- **YOUR TASK**
Within the data beneath, some lines may hold the word "lane". Give the number of those lines and nothing else.

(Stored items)
....
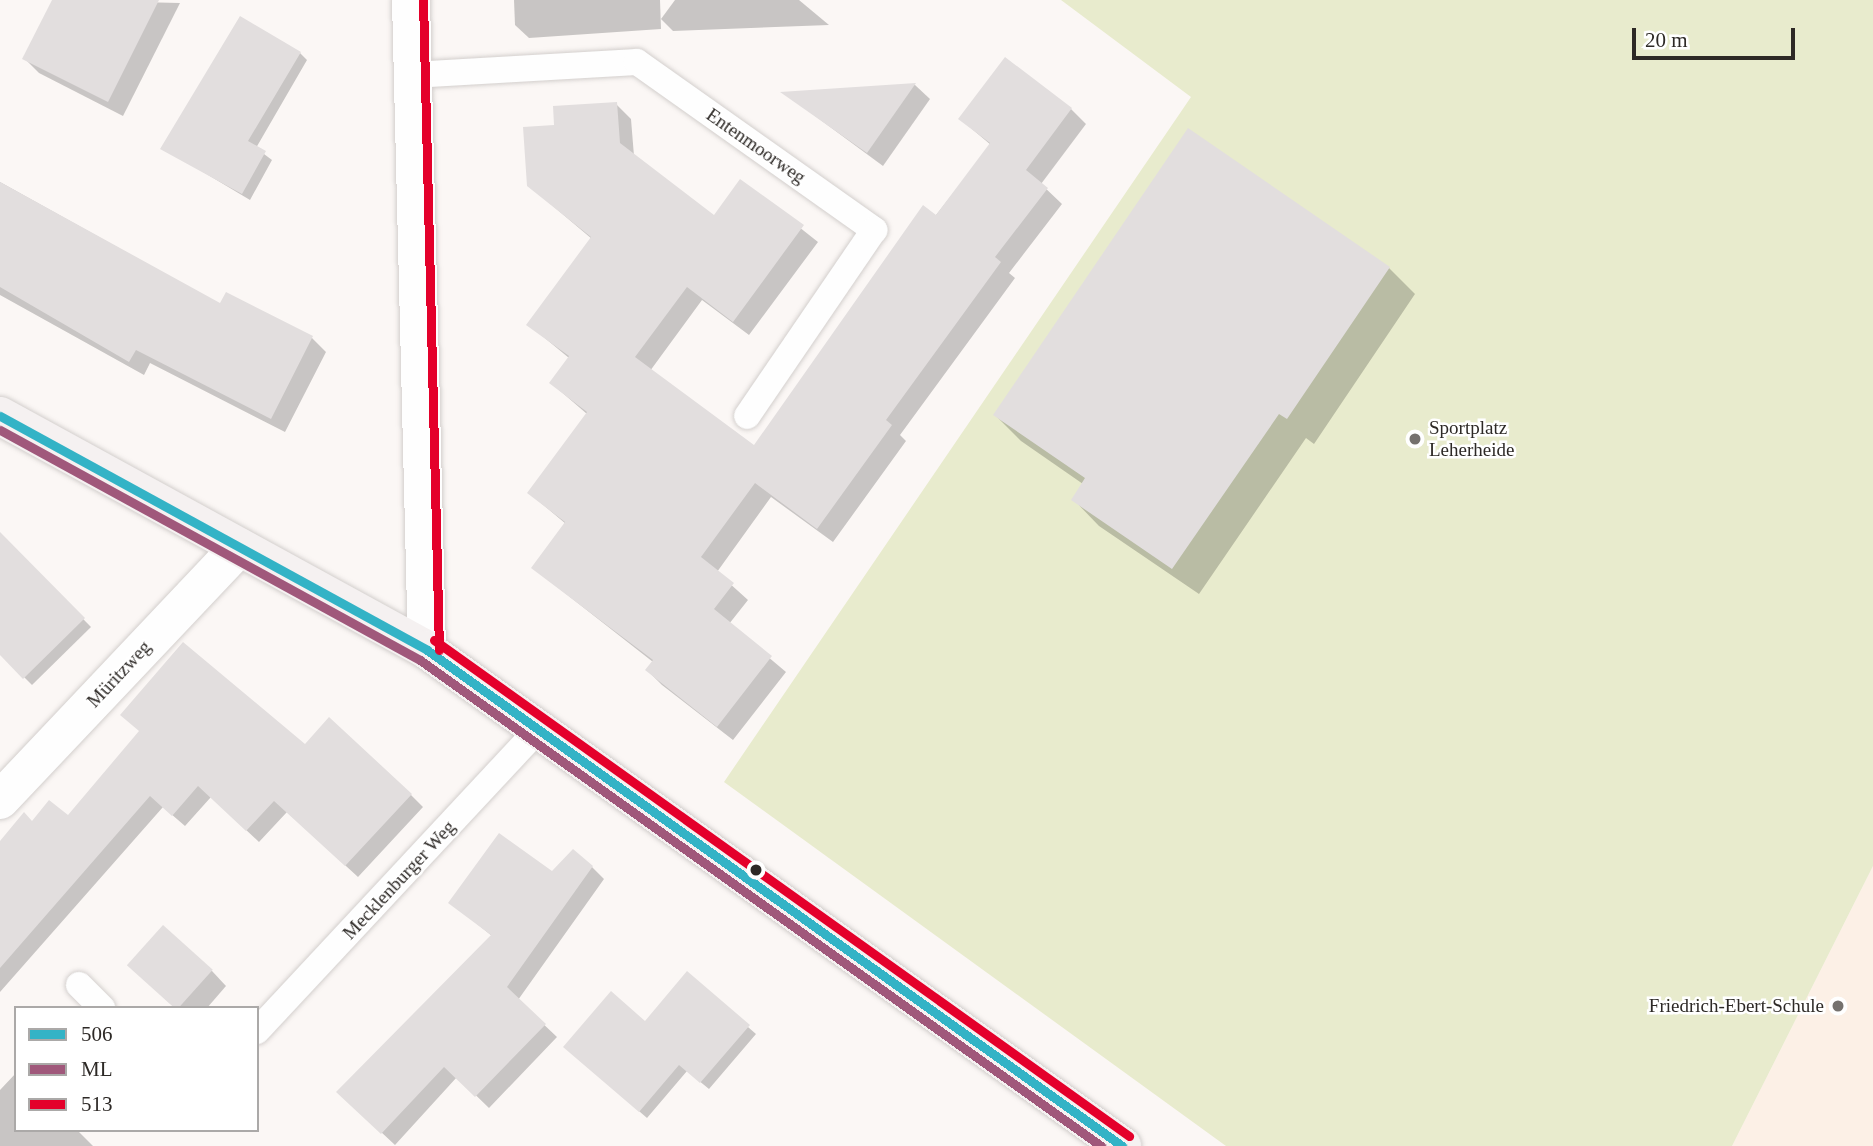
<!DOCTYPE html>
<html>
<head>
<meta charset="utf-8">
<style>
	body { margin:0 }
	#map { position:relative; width:1873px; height:1146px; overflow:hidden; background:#fbf7f5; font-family:"Times New Roman",serif }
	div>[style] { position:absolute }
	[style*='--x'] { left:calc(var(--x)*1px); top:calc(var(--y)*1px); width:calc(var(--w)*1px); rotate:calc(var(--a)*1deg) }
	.education>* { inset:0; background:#fcf0e6 }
	.green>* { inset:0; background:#e8ebcd }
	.shadow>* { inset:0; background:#0003 }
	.building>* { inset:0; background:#e2dede; transform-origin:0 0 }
	.roads { filter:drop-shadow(0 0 2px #d3cfcd) drop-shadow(0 0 2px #d3cfcd) }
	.lane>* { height:26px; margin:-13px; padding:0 13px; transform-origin:13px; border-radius:13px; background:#fefefe }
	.street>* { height:38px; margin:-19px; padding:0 19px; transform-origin:19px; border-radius:19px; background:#fefefe }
	.secondary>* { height:38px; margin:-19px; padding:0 19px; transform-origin:19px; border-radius:19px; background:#f5f1f1 }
	.bus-1>* { height:9px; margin:-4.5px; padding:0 4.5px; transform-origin:4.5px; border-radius:4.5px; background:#33b3c6 }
	.bus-2>* { height:9px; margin:-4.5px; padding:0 4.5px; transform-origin:4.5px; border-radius:4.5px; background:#a0587b }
	.bus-3>* { height:9px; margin:-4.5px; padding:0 4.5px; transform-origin:4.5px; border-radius:4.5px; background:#e4002b }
	.dots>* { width:19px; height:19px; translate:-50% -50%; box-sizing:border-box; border:4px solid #fff; border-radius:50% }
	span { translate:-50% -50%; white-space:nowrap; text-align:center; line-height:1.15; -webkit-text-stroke:5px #fff; paint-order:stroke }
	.street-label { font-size:19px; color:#2d2926 }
	.poi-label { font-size:19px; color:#2d2926 }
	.left { translate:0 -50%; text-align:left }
	.right { translate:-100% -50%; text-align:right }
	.legend { position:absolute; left:14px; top:1006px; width:245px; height:126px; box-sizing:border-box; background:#fff; border:2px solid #aba9a8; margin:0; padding:9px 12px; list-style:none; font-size:21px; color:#2d2926 }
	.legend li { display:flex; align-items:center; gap:14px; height:35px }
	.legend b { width:35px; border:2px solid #aba9a8 }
	.scale { position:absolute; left:1632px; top:28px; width:163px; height:32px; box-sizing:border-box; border:4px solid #2d2926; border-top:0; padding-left:9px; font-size:21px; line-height:24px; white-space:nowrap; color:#2d2926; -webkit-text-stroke:5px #fff; paint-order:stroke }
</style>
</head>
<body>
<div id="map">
	<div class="education">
		<div style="clip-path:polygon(1873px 866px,1873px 1146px,1732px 1146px)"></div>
	</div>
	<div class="green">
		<div style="clip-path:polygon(1061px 0,1873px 0,1873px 866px,1732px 1146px,1226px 1146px,724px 782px,1191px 97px)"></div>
	</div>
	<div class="shadow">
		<div style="clip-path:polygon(54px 0,180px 3px,123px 116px,39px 73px,24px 58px)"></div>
		<div style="clip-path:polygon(514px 0,660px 0,661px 29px,529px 38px,515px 25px)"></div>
		<div style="clip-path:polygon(675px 0,799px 0,829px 25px,673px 31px,661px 19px)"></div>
		<div style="clip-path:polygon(300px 53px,307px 60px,256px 148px,272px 160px,250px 200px,163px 148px)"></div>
		<div style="clip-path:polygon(915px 85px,930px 99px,883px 166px,784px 93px)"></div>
		<div style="clip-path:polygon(616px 104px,631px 119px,634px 156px,714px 218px,741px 181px,818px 242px,749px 335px,702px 300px,650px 371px,754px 447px,991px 145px,960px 119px,1071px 109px,1086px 124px,1041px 184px,1062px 204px,1009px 273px,1015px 278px,900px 435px,906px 441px,833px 542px,771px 497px,717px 572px,748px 600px,729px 624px,786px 672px,733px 740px,662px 685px,647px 670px,653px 662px,533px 568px,566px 524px,529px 493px,587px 414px,551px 383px,569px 358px,529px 325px,592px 239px,528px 185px,556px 126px)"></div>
		<div style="clip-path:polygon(0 182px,221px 305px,312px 338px,326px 352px,285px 432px,150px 363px,144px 375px,0 295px)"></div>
		<div style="clip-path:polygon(1389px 268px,1415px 294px,1314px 444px,1306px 438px,1199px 594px,1099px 526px,1073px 499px,1083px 484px,1021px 441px,995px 415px)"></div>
		<div style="clip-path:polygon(18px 553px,91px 627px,32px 685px,0 653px,0 571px)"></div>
		<div style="clip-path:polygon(305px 746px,411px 795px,423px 807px,358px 877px,287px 812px,259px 842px,211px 797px,185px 826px,163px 807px,0 992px,0 842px,32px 823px,68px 817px)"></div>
		<div style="clip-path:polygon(592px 867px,604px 879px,518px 1000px,557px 1037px,489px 1108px,457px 1077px,395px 1145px,351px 1104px,492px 936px,451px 903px,552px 874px)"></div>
		<div style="clip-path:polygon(129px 965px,212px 971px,226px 986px,207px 1008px,175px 1008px)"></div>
		<div style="clip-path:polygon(687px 974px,756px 1034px,709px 1089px,687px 1071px,647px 1118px,573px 1054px,646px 1023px)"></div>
		<div style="clip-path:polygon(16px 1073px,16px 1130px,77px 1130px,93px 1146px,0 1146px,0 1090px)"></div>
	</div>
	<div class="building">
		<div style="clip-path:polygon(52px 0,159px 0,108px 102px,22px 59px)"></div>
		<div style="clip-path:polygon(240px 16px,301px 52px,248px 141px,266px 151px,242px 194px,160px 149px)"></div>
		<div style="clip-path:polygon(1005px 57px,1072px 108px,1026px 170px,1048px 188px,995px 257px,1001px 262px,886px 420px,892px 425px,817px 529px,755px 483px,701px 557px,734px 583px,714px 609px,772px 656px,717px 727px,645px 670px,653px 660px,531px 568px,565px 522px,527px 493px,587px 412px,549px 383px,569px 356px,526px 325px,591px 237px,527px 186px,523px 127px,554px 125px,553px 106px,617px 102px,620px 143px,714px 215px,740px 179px,804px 225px,733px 322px,687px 287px,635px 357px,754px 445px,923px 205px,936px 215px,990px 143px,958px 119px)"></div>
		<div style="clip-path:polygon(916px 83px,867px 153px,780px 92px)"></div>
		<div style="clip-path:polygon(1188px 128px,1390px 267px,1287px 419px,1279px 414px,1172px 569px,1071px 500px,1085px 478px,993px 415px)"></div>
		<div style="clip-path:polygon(0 182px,220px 303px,226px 292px,313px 336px,271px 419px,136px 350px,129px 362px,0 287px)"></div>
		<div style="clip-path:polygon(0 532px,85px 618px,23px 679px,0 655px)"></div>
		<div style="clip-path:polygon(183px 642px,305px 744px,329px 717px,412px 794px,345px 866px,274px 801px,246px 831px,198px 786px,172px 816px,150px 796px,0 968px,0 841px,24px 812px,32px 821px,49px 800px,68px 815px,139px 731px,120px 715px)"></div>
		<div style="clip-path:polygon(499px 833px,552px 871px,573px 849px,593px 866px,507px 987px,546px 1024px,475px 1097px,444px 1067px,381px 1134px,336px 1092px,491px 935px,448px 903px)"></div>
		<div style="left:163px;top:925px;width:67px;height:54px;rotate:42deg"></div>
		<div style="clip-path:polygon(687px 971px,750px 1025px,700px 1083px,679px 1065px,639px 1112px,563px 1047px,611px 991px,645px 1021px)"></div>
	</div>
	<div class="roads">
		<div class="lane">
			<div style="--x:412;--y:75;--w:225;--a:-3.3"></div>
			<div style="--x:637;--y:62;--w:291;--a:35.3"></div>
			<div style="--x:874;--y:230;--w:225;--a:124.3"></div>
			<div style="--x:79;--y:985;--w:33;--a:45"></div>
			<div style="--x:257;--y:1031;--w:415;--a:-47"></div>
		</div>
		<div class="street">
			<div style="--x:411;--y:0;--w:650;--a:88.59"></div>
			<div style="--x:0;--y:800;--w:348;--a:-46.6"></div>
		</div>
		<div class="secondary">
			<div style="--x:0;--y:416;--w:487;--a:28.7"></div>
			<div style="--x:427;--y:650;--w:854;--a:35.51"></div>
		</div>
	</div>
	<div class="bus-1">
		<div style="--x:0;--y:416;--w:487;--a:28.7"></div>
		<div style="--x:427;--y:650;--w:854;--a:35.51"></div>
	</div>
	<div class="bus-2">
		<div style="--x:0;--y:430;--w:479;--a:28.7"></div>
		<div style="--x:420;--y:660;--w:837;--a:35.51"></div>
	</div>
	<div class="bus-3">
		<div style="--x:423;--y:0;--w:650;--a:88.59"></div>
		<div style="--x:434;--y:640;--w:854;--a:35.51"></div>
	</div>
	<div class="dots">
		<div style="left:1415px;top:439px;background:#75716e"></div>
		<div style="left:756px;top:870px;background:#2d2926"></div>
		<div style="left:1838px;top:1006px;background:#75716e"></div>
	</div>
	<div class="street-label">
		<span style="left:756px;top:146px;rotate:35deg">Entenmoorweg</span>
		<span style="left:119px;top:674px;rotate:-47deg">Müritzweg</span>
		<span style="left:399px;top:880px;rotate:-47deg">Mecklenburger Weg</span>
	</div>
	<div class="poi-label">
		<span class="left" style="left:1429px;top:439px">Sportplatz<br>Leherheide</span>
		<span class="right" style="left:1824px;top:1006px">Friedrich-Ebert-Schule</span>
	</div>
	<ul class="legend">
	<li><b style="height:9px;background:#33b3c6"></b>506</li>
	<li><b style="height:9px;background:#a0587b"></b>ML</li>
	<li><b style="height:9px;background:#e4002b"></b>513</li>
	</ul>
	<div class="scale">20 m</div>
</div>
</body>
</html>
....
- **PROBLEM SOLUTION**
2